Smith celebrates the Black body while also almost writing a eulogy for it. Smith describes the body as hard, loud, fast, a flash, warm, and looking for a home. While most of these can certainly have negative connotations, most of them also show the body alive with vitality and youth. The body also contrasts the cold, hard death of the bullet, which is inanimate and kills. The body is life.
This is important because there is a long history in America of weaponizing the Black body, especially the male body, for racist intentions. This began with slavery and the literal enslavement of the Black body as a means of economic production. Black bodies were bought, sold, and used as livestock.
In addition to slavery, the minstrel show mocked the Black body with racist stereotypes and offensive portrayals by White actors in blackface. The idea was to lampoon, shame, and criticize the Black body by connecting it to racist beliefs about Black people including stupidity, sexual promiscuity, and a general sense of incivility.

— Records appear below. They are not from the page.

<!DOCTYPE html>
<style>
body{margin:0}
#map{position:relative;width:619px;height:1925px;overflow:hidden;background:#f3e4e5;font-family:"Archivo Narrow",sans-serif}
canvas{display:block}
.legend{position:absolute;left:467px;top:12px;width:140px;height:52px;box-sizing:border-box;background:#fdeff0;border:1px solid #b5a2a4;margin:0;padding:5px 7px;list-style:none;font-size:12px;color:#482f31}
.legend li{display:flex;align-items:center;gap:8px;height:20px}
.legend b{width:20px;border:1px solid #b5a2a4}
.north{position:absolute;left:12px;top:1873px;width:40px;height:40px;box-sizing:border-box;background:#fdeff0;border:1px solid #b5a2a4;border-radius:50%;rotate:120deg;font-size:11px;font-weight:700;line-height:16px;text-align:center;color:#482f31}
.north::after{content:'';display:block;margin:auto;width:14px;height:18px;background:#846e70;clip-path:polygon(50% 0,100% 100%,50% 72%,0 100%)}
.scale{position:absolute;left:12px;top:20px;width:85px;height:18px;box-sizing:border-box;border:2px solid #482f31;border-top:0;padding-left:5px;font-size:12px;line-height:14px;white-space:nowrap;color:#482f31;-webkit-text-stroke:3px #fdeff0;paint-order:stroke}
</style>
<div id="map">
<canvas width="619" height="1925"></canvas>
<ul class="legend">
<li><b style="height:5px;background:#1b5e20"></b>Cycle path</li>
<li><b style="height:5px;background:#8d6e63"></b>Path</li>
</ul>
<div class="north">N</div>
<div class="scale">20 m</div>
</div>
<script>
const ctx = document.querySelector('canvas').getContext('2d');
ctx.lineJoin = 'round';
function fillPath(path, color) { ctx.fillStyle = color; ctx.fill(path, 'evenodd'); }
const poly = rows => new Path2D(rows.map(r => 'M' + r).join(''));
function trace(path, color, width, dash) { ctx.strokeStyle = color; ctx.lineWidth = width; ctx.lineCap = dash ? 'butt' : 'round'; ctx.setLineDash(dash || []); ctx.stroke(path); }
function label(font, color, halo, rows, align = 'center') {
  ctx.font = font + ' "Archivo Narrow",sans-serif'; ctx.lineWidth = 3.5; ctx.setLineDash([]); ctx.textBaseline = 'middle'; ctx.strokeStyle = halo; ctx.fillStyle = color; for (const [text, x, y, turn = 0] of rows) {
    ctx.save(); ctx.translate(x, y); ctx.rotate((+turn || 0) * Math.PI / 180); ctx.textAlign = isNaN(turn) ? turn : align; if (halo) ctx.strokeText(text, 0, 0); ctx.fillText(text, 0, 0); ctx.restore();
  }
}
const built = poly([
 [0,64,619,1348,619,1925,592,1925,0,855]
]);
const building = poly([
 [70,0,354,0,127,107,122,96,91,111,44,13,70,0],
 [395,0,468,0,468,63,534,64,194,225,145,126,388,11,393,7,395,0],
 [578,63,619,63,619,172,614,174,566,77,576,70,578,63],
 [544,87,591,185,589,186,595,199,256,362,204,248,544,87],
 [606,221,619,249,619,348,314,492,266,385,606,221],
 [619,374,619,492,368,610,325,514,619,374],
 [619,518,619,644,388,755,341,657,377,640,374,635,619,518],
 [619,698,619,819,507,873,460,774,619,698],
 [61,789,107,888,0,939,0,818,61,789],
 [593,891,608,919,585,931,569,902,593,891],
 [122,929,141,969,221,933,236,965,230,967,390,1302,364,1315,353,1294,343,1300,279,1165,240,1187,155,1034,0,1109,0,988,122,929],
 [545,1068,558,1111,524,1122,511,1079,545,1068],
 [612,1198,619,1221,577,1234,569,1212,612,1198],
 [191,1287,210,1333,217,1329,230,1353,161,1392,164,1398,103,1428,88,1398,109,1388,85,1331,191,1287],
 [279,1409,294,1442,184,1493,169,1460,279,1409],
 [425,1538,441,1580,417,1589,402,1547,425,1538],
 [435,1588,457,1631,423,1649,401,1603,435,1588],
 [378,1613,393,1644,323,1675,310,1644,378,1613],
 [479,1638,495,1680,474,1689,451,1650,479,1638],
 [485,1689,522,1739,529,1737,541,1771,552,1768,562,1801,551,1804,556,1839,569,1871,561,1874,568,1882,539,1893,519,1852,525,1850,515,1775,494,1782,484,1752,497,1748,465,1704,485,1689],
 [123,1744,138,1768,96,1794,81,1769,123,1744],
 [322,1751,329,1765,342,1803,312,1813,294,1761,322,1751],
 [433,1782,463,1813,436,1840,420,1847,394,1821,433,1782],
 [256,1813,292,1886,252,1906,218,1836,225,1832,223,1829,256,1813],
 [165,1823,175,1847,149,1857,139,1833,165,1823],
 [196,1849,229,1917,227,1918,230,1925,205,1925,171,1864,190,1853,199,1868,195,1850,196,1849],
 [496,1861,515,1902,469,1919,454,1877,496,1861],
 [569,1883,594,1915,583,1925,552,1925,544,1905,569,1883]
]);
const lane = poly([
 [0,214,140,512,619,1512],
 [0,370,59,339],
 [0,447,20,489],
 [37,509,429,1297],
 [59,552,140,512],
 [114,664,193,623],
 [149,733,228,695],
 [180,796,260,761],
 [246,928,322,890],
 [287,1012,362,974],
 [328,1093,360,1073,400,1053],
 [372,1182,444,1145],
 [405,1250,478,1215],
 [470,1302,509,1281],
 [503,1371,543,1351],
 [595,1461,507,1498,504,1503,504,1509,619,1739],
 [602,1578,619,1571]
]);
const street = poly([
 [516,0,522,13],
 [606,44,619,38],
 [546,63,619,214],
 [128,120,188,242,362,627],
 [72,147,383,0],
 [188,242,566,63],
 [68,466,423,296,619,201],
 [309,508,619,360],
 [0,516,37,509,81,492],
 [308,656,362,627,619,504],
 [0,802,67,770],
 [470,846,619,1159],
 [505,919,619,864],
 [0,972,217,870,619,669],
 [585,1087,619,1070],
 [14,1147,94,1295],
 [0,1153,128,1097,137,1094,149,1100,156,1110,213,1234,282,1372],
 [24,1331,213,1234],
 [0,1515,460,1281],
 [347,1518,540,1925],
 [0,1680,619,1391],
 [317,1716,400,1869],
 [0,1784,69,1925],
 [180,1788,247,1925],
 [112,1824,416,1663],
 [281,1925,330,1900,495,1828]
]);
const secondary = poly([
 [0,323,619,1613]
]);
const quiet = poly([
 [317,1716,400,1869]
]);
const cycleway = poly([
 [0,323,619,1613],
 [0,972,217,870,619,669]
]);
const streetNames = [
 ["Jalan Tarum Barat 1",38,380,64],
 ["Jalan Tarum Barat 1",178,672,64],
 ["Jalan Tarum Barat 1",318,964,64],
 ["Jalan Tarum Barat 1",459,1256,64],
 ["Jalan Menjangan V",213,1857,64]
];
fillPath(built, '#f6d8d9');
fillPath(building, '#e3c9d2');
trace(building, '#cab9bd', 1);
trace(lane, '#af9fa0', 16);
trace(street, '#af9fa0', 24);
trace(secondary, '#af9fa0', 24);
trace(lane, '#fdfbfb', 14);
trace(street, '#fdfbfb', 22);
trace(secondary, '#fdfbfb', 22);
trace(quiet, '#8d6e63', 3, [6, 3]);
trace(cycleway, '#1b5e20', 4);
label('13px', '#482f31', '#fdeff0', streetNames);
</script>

Along with minstrel shows, America has traditionally viewed the Black male body as threatening. Throughout the 19th and 20th centuries, there was a deeply entrenched tradition of viewing Black men as overly sexual and unable to control their carnal drive. There was extreme control over Black bodies because White men feared Black men would lust over and rape White women. Fears like this were popularized in movies like The Birth of a Nation (1915) in which a Black man rapes a White woman, and this irrational, racist belief led to the death of many Black men—most famously including Emmett Till, who was lynched after allegedly whistling at a White woman. Even the Tulsa Race Massacre, one of the worst events in American history, began as a result of a White woman’s claims about a Black man’s advances.
More recently, the Black male body has become a different kind of cultural weapon. Although in sports, the Black male body has become a symbol of envy for many, some racist tropes from the era of slavery continue to permeate culture. This became a topic of conversation when football player Colin Kaepernick began kneeling during America's national anthem to protest racial injustice. Many people, including many Black athletes, interpreted the backlash against his protest by fans of the sport as a sign that White audiences cared little about the sacrifice Black athletes make to their bodies in an attempt to entertain the masses. Some athletes, including Kaepernick, drew comparisons to slavery.

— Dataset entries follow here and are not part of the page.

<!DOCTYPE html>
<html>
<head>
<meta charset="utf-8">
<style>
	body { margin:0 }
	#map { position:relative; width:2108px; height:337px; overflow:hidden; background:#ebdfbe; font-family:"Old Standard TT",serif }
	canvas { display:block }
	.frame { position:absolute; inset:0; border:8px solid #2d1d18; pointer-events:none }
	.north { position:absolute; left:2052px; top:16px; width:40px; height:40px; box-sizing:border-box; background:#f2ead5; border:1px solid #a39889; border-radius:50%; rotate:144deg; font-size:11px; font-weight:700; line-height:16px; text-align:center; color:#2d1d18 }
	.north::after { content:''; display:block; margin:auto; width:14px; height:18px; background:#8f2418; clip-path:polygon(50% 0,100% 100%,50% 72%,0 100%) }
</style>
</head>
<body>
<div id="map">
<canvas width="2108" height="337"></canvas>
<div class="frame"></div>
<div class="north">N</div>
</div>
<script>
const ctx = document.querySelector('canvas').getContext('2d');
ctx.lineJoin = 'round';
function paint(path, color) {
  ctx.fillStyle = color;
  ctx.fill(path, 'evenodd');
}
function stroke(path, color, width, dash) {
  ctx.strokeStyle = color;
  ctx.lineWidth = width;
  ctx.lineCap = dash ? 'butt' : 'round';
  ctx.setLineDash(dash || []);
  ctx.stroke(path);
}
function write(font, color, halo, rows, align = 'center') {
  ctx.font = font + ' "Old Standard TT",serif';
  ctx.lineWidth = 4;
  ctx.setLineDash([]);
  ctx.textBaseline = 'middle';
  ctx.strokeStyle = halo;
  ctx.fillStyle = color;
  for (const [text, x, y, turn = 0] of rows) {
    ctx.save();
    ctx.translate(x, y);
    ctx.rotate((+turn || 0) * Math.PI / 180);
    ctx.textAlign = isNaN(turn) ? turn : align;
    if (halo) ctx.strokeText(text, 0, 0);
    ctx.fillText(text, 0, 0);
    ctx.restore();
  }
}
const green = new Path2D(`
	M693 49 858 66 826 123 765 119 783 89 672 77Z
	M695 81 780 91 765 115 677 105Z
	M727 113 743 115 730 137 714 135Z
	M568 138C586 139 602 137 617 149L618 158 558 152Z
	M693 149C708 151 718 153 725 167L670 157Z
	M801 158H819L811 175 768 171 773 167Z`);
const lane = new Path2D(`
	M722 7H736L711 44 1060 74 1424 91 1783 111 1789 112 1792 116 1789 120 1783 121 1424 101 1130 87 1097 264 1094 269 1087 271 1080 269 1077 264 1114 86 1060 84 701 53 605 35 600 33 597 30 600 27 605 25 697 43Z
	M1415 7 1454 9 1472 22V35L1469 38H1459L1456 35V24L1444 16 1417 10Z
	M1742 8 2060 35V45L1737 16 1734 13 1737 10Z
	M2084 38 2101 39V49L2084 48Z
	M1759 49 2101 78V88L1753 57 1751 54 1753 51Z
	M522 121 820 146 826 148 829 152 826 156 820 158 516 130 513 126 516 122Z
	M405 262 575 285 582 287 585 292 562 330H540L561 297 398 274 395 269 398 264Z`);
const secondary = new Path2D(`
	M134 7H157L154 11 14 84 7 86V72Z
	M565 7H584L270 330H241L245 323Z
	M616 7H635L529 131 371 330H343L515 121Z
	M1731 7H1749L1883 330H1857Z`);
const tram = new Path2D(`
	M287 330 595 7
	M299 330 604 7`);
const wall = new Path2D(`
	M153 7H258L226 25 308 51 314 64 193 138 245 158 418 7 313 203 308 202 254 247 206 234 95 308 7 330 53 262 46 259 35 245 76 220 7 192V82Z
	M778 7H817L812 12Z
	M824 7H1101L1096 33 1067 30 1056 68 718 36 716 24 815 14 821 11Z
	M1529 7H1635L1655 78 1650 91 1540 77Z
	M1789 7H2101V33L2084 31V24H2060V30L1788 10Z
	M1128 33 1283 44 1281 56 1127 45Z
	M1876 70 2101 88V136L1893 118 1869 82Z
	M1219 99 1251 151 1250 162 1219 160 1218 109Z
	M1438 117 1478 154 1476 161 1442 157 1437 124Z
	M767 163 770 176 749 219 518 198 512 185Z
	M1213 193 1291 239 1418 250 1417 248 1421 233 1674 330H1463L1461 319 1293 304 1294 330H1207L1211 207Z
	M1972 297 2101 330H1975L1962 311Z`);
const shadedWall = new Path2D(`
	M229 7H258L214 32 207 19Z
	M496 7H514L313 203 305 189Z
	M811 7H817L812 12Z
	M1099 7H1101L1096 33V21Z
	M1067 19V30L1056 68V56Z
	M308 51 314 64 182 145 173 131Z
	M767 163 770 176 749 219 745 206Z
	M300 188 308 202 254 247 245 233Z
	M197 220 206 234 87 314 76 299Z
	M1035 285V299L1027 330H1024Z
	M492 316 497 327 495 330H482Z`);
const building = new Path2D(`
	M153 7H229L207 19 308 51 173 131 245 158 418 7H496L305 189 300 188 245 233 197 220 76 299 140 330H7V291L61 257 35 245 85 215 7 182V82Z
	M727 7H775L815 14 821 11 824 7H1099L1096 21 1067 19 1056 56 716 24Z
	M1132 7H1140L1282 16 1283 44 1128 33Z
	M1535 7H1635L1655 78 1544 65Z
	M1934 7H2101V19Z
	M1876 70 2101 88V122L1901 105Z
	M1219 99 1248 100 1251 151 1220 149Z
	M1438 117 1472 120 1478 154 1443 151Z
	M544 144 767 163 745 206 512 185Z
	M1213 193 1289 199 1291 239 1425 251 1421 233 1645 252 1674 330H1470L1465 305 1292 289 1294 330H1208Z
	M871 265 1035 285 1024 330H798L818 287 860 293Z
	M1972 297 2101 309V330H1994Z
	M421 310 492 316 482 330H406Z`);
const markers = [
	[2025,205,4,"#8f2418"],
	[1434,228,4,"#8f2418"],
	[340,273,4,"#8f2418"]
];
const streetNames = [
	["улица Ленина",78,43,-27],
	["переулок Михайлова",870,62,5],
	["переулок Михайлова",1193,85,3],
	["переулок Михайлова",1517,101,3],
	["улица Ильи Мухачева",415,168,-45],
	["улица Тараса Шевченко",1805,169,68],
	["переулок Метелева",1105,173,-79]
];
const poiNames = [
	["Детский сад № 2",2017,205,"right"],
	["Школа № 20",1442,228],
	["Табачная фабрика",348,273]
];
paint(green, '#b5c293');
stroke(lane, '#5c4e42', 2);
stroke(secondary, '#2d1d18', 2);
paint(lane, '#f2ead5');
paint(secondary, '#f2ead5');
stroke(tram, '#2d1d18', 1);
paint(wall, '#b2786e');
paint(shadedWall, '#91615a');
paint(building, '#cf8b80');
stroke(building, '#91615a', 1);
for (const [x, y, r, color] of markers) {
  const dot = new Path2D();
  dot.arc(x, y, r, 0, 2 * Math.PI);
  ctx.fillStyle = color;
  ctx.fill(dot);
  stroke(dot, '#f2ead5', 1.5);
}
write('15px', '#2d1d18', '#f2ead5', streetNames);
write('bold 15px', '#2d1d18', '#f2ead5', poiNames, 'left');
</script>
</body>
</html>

The bullet is another powerful symbol in America because it represents power. Whoever wields the gun holds the power. While this is the case almost anywhere, it has a distinct cultural significance in America because of the country’s history with guns. And particularly in American history, Black ownership of guns has been restricted and viewed as a threat to civility, while White ownership has been seen as a right. For example, when the Black Panthers began to openly carry weapons to patrol neighborhoods in the late 1960s, then-governor Ronald Reagan signed the Mulford Act, which prohibited open carry without a permit.
The actions of the Black Panthers followed the early philosophy of Malcolm X and other militant leaders during the civil rights movement of the 1950s-60s. The actions of these Black-led groups resulted in the passage of a number of gun control measures. This directly contrasts the typical government reaction whenever mass amounts of guns are bought up by White people or after high-profile shootings of Black people.
Smith uses this loaded history to suggest the juxtaposition between the Black body and the bullet. And while the choice of the word “bullet” over “gun” serves the poem on a literal and imagistic level, it also might be a callback to Malcolm X’s famous speech “The Ballot or the Bullet,” where he used the bullet as a symbol of Black independence.